In some good news, the outbreak has largely spared chickens raised for their meat, so those prices have remained stable. But the eggs raised to create liquid egg products—popular in catering because they are easy to handle and pasteurized for food safety—have been hit hard. As a result, prices for liquid eggs are likely to continue to rise, a spokesman for Urner Barry tells Special Events. The prices for shell eggs should ease, the Urner Barry spokesman adds, in part because consumers have cut back on buying eggs due to sharply higher prices in the supermarket.

FLAT PRICES RISE "In the last six months, our egg prices have gone from $22 a flat, or $0.12 an egg, to as high as $32 a flat, or $0.17 an egg," says John Merrill, general manager of Food in Bloom, based in Portland, Ore. "In the last two months or so, they have come down a bit and are currently at $28 a flat, or $0.15 per egg."

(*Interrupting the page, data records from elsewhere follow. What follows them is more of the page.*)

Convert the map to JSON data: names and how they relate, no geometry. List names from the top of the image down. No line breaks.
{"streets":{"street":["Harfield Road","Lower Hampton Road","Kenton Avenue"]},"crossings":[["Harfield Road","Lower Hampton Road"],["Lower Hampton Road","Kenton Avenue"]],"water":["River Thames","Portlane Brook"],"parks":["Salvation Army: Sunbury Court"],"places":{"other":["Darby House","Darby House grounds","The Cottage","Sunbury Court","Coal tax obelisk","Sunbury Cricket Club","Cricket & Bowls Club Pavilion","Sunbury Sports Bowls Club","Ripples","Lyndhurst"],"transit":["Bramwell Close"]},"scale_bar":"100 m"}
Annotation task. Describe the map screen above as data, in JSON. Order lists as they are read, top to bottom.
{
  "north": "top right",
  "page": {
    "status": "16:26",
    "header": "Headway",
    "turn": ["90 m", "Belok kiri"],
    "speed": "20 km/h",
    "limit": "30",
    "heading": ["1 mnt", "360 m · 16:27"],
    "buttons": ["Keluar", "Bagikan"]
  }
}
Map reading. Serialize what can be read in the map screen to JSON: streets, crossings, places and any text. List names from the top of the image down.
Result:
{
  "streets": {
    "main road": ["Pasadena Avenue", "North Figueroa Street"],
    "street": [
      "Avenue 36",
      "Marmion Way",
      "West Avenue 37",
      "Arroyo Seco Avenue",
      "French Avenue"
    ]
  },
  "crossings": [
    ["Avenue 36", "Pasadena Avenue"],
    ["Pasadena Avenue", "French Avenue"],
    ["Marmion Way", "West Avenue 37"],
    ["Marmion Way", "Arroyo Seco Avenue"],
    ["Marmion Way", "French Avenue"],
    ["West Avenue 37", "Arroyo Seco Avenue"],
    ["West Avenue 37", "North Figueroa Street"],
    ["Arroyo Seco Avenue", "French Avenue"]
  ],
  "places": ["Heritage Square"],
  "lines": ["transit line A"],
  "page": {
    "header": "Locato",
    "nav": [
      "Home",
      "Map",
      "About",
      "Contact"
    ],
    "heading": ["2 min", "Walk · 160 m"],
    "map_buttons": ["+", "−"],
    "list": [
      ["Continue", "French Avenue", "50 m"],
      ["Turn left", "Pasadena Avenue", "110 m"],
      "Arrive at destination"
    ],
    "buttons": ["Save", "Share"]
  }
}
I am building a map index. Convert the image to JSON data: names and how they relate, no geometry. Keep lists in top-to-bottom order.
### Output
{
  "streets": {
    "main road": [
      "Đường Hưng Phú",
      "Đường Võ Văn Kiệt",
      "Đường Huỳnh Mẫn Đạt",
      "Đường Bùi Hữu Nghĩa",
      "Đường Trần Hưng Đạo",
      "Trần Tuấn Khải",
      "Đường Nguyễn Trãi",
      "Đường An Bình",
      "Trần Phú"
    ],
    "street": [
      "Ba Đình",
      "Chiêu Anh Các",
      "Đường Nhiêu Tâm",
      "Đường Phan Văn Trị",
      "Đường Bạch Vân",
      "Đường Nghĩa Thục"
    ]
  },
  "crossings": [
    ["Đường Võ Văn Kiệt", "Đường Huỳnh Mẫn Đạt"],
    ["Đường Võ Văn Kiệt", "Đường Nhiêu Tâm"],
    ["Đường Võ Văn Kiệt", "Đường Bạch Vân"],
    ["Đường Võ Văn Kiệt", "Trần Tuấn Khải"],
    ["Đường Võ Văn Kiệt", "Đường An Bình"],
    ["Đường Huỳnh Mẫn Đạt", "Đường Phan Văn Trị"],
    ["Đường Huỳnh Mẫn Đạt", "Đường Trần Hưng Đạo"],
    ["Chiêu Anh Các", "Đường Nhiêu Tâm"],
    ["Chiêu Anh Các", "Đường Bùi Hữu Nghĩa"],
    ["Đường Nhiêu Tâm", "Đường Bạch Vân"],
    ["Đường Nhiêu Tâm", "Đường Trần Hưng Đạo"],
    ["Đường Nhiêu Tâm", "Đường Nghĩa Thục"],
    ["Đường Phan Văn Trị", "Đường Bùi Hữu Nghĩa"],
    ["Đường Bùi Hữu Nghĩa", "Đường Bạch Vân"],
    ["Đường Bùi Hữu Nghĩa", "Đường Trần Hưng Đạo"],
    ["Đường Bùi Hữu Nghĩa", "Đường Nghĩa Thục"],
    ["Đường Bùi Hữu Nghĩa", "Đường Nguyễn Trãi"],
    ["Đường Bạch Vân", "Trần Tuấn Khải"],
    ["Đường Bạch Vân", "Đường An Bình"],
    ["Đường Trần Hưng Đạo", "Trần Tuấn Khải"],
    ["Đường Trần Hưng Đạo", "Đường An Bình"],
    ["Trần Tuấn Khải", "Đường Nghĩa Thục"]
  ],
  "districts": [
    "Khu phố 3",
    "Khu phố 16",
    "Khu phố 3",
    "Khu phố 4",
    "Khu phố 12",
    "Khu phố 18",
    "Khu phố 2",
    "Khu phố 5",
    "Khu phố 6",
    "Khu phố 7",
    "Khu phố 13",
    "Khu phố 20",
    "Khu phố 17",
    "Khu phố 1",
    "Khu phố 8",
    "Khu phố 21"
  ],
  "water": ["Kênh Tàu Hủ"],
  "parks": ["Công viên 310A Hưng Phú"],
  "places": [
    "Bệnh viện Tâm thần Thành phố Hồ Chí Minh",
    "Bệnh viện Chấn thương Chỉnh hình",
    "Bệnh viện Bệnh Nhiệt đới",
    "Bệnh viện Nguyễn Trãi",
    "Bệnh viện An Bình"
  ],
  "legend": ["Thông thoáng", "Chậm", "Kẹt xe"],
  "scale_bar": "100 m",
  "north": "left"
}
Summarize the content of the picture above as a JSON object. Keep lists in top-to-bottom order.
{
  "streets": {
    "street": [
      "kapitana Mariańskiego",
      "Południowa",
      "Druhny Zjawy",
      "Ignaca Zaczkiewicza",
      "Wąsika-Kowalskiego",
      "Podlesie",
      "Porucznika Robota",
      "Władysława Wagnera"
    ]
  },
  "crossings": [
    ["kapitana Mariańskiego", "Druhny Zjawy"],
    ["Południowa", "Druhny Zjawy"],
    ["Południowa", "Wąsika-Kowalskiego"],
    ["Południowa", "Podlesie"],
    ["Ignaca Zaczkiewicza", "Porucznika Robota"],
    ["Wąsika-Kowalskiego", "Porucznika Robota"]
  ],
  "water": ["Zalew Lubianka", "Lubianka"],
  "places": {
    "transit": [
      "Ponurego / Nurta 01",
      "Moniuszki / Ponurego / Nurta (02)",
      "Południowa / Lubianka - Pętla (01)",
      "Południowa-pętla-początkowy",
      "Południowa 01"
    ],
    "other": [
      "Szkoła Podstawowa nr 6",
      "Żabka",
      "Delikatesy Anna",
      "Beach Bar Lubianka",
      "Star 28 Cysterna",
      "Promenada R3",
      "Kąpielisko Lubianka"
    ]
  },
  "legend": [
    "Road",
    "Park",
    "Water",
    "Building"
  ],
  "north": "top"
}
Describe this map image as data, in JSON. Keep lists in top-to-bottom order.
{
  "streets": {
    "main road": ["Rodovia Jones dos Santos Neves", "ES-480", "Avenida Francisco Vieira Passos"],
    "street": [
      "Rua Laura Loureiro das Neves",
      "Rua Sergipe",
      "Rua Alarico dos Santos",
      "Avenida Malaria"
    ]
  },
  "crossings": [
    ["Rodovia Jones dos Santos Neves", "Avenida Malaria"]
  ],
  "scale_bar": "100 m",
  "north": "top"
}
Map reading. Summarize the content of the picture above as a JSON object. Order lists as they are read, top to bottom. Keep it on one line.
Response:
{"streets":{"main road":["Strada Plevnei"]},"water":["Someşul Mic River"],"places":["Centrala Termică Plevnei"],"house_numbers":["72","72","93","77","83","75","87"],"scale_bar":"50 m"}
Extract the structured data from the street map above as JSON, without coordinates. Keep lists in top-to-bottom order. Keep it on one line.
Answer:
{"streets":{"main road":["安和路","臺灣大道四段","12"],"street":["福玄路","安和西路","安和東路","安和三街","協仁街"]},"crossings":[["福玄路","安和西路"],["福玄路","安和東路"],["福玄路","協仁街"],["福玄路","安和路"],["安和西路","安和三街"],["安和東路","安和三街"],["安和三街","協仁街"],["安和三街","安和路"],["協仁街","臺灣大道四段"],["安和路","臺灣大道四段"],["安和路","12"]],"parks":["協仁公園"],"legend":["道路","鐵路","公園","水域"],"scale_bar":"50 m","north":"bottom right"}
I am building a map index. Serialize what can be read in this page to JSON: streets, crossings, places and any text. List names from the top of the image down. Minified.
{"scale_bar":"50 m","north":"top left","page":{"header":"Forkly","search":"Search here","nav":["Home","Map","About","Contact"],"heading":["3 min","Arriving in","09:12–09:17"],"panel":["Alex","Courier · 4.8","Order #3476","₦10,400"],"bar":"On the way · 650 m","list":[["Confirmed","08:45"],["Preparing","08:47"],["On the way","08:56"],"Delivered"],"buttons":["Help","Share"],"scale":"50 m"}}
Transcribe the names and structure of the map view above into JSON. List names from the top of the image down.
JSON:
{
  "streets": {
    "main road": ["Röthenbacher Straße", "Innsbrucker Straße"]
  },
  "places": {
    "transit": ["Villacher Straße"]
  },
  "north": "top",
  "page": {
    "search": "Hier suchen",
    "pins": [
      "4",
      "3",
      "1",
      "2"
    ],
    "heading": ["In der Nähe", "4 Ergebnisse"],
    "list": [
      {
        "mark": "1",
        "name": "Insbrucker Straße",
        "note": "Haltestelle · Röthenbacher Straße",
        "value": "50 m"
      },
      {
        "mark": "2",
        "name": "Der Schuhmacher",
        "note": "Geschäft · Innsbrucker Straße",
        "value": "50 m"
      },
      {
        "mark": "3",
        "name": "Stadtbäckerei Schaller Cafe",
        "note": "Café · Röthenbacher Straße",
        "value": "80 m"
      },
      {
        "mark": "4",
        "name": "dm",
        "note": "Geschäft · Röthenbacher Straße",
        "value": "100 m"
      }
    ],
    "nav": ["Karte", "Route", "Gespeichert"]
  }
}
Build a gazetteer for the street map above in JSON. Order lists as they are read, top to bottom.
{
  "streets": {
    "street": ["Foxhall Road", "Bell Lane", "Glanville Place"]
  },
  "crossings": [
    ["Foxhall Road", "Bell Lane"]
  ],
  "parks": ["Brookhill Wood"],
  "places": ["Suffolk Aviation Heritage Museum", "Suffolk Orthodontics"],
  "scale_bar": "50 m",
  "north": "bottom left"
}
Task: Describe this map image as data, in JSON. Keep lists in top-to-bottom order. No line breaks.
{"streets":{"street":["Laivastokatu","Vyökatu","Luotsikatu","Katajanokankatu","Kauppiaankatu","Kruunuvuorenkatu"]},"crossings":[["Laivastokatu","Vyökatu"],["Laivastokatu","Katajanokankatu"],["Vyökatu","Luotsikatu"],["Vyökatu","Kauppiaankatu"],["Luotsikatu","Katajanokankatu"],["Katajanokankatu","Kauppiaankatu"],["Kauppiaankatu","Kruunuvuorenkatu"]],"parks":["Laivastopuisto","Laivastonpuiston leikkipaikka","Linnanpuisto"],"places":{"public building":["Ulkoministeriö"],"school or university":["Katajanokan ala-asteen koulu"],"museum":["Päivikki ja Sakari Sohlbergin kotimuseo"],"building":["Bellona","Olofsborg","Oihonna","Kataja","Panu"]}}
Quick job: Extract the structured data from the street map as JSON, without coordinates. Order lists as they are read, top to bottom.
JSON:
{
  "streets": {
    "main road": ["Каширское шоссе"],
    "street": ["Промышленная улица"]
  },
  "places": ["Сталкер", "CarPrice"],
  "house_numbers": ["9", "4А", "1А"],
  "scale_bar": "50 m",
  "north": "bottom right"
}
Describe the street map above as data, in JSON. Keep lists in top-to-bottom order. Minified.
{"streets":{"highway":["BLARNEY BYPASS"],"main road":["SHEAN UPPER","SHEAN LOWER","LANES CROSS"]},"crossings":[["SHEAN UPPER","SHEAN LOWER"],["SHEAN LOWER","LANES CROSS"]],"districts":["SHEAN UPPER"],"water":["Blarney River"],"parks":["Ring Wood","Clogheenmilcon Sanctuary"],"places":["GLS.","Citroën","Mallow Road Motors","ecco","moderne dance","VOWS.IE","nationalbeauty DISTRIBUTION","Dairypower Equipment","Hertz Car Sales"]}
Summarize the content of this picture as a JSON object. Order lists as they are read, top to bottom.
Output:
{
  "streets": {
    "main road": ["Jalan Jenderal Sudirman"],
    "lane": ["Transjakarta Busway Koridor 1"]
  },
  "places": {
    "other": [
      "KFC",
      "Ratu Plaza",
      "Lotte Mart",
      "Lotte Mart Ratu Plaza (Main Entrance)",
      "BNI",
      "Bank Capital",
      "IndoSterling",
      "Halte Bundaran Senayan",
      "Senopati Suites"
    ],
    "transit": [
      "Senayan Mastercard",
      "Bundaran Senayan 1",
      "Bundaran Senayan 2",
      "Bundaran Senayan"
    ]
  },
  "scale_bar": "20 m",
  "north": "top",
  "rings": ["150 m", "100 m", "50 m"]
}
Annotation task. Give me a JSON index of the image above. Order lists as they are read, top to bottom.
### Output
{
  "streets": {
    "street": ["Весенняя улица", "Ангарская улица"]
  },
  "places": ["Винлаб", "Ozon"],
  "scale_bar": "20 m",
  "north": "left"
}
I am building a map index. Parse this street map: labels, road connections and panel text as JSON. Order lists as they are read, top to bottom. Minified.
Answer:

How does he cope with problems in the coop? "We have been absorbing the cost as we feel that there is enough margin in the items that use them the most--the baked pastries and breakfast sandwiches/burritos--to cover the expense," Merrill says. "We will keep an eye on it and reevaluate it next quarter to see if it comes back down."

The majority of caterers polled say they are absorbing cost increases. But Rachel Work, owner of Ventura, Calif.-based Main Course California, has raised the price of her deviled eggs by 20 percent. "We are also trying to sell other things on our menu," she adds.  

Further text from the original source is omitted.